# nur mal so kurz ...



## Wooly (13. Januar 2003)

bin leider im Augenblick in tontechnischen Belangen mal weider unterwegs, vor nächster Woche wird es nix mit der Lights-Internet Seite, aber gut Ding will bekanntlich Weile haben .. ;-))) ach ja, und dann habe ich noch was ganz Böses getan, aber das zeige ich euch dann wenn es da ist .. huuuuhääähähäähäääähhhoooooo ...


----------



## nils (13. Januar 2003)

> _Original geschrieben von Marcus Thiel _
> * und dann habe ich noch was ganz Böses getan, aber das zeige ich euch dann wenn es da ist .. huuuuhääähähäähäääähhhoooooo ... *



Hast du dir ein rosa Röckchen für deine neue Cola-Dose gekauft??

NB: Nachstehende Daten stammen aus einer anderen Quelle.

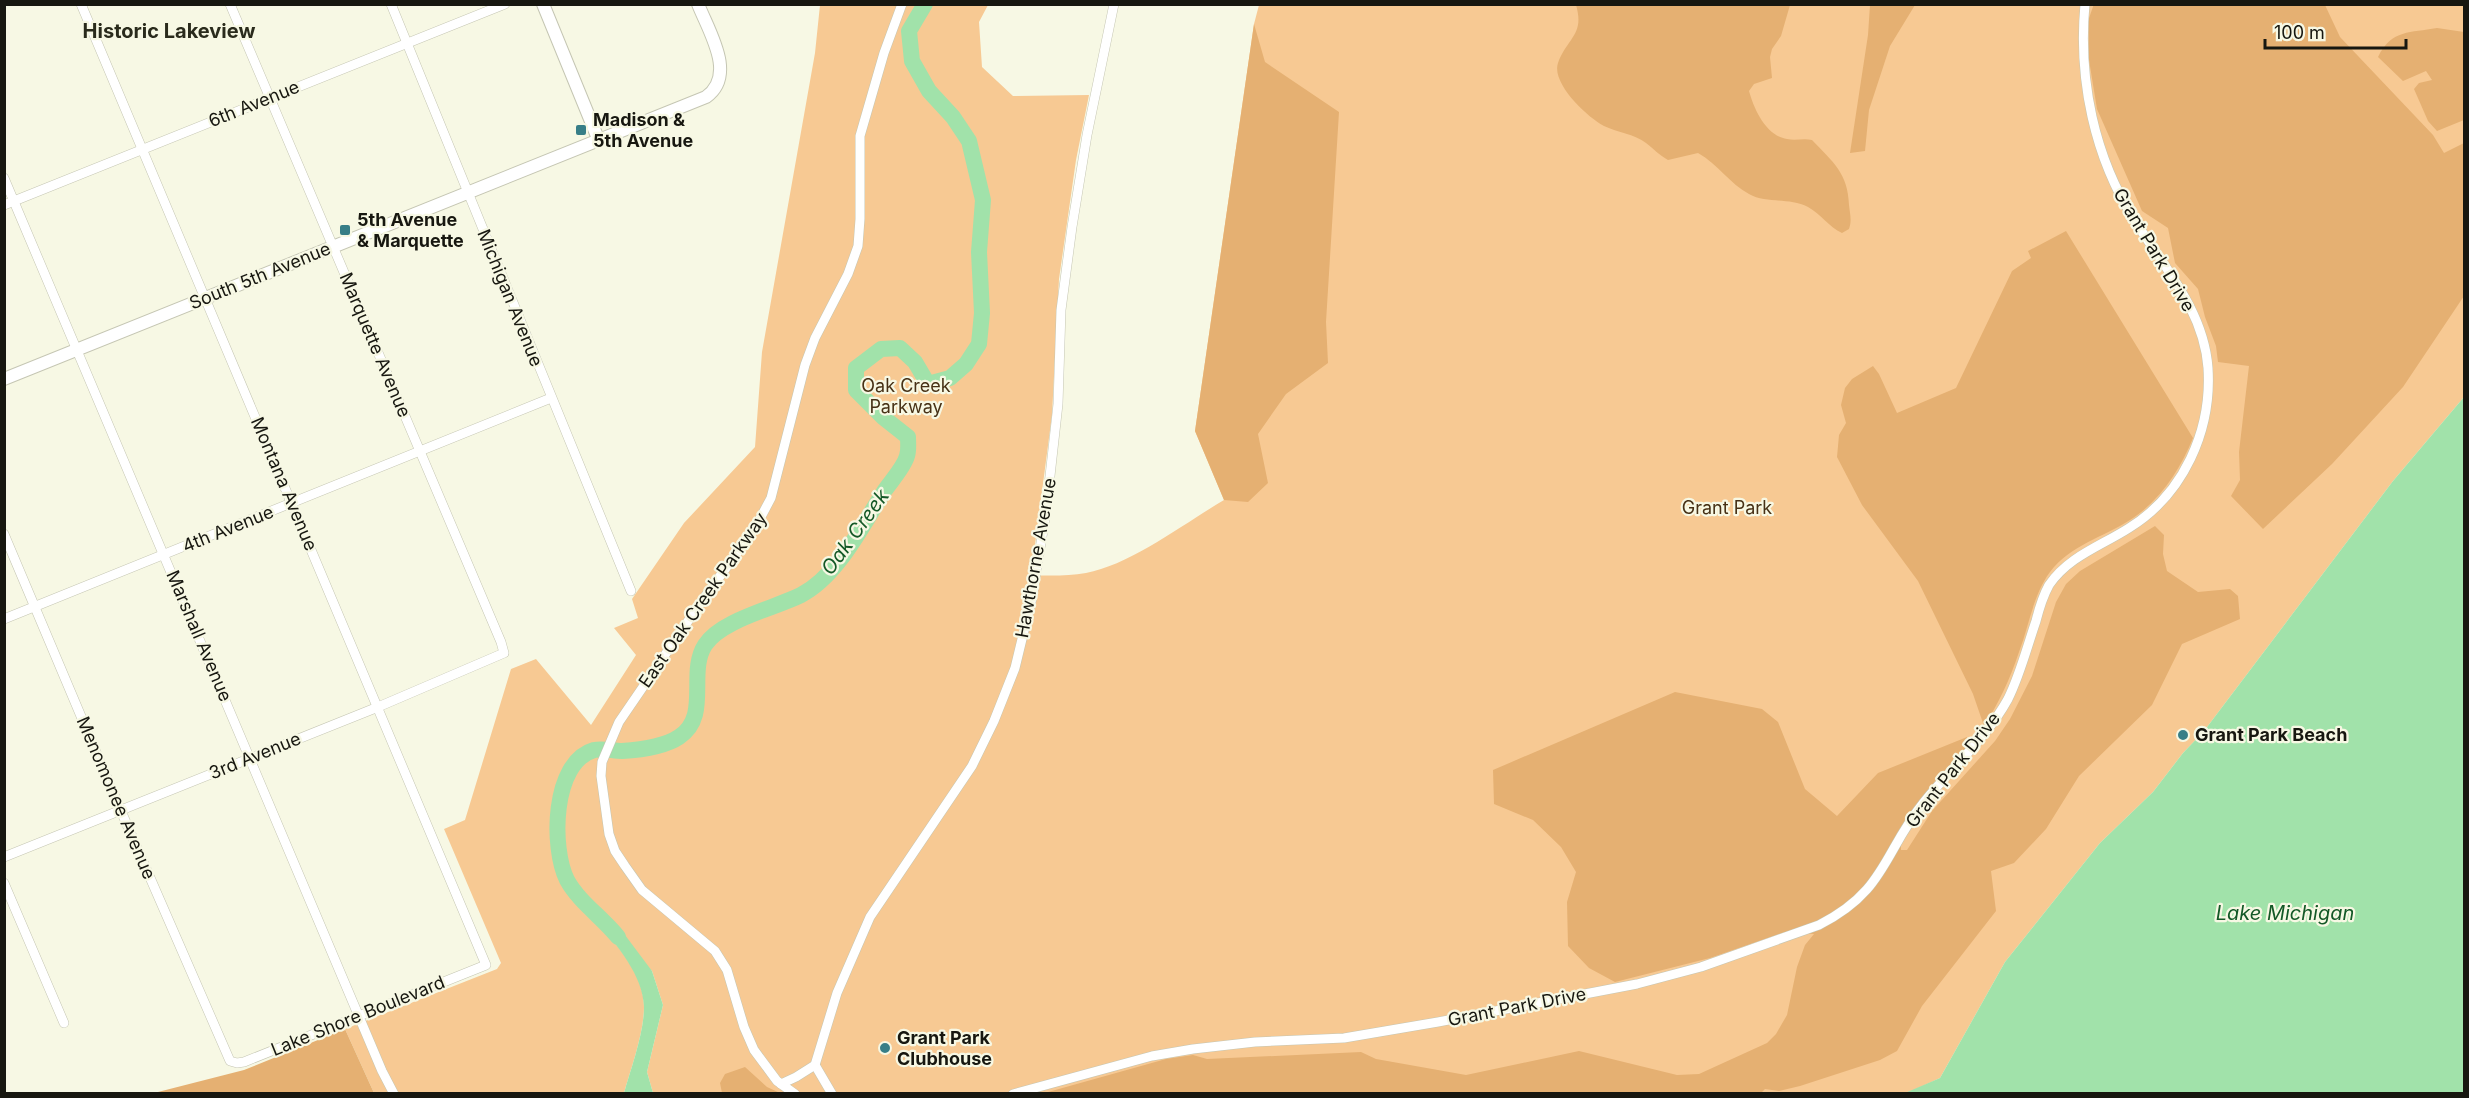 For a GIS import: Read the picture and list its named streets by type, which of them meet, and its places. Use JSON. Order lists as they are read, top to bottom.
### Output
{
  "streets": {
    "street": [
      "6th Avenue",
      "Grant Park Drive",
      "South 5th Avenue",
      "Michigan Avenue",
      "Marquette Avenue",
      "Montana Avenue",
      "4th Avenue",
      "Hawthorne Avenue",
      "East Oak Creek Parkway",
      "Marshall Avenue",
      "3rd Avenue",
      "Menomonee Avenue",
      "Lake Shore Boulevard"
    ]
  },
  "crossings": [
    ["6th Avenue", "Michigan Avenue"],
    ["6th Avenue", "Marquette Avenue"],
    ["6th Avenue", "Montana Avenue"],
    ["6th Avenue", "Marshall Avenue"],
    ["South 5th Avenue", "Michigan Avenue"],
    ["South 5th Avenue", "Marquette Avenue"],
    ["South 5th Avenue", "Montana Avenue"],
    ["South 5th Avenue", "Marshall Avenue"],
    ["Michigan Avenue", "4th Avenue"],
    ["Marquette Avenue", "4th Avenue"],
    ["Marquette Avenue", "3rd Avenue"],
    ["Montana Avenue", "4th Avenue"],
    ["Montana Avenue", "3rd Avenue"],
    ["Montana Avenue", "Lake Shore Boulevard"],
    ["4th Avenue", "Marshall Avenue"],
    ["4th Avenue", "Menomonee Avenue"],
    ["Marshall Avenue", "3rd Avenue"],
    ["Marshall Avenue", "Lake Shore Boulevard"],
    ["3rd Avenue", "Menomonee Avenue"],
    ["Menomonee Avenue", "Lake Shore Boulevard"]
  ],
  "districts": ["Historic Lakeview"],
  "water": ["Oak Creek", "Lake Michigan"],
  "parks": ["Oak Creek Parkway", "Grant Park"],
  "places": {
    "transit": ["Madison & 5th Avenue", "5th Avenue & Marquette"],
    "other": ["Grant Park Beach", "Grant Park Clubhouse"]
  },
  "scale_bar": "100 m"
}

Ach und mit der leichten Seite wollte ich eh schon länger mal ein "ja wie lange denn noch"-stichel-Thread starten, bist nochmal davongekommen


----------



## MTB-News.de




----------



## Wooly (13. Januar 2003)

> _Original geschrieben von nils _
> *
> Hast du dir ein rosa Röckchen für deine neue Cola-Dose gekauft??
> *



 ... noch schlimmer ...


----------



## nkwd (13. Januar 2003)

jetzt gibs schon zu: es is eine Rock Shox Gabel für die Dose


----------



## fez (13. Januar 2003)

einen Fuchsschwanz auf jeder Seite des Lenkers, Bananensattel mit Lehne und diese Pfeifenputzer welche sich um die Nabe drehen !

Ha !


----------



## nils (13. Januar 2003)

Jawoll, einen schicken Lenker! 

Markus fand wohl das G-Zero hier ganz schick...


----------



## nils (13. Januar 2003)

Oder eine Lowrider für die Eisdiele?


----------



## fez (13. Januar 2003)

glaube er hat sich neuerdings doch mehr der Musik zugewandt wie er schreibt. Es muss also was andres sein...


----------



## Rune Roxx (13. Januar 2003)

> _Original geschrieben von nils _
> *Oder eine Lowrider für die Eisdiele? *



Wo gibt´s das Ding? Hast du ne Internetseite dazu?


----------



## fez (13. Januar 2003)

im Classic-Forum gibts so geile Bildchen....

Ich will ein Breezer Jet Stream von 96 ! Unbedingt !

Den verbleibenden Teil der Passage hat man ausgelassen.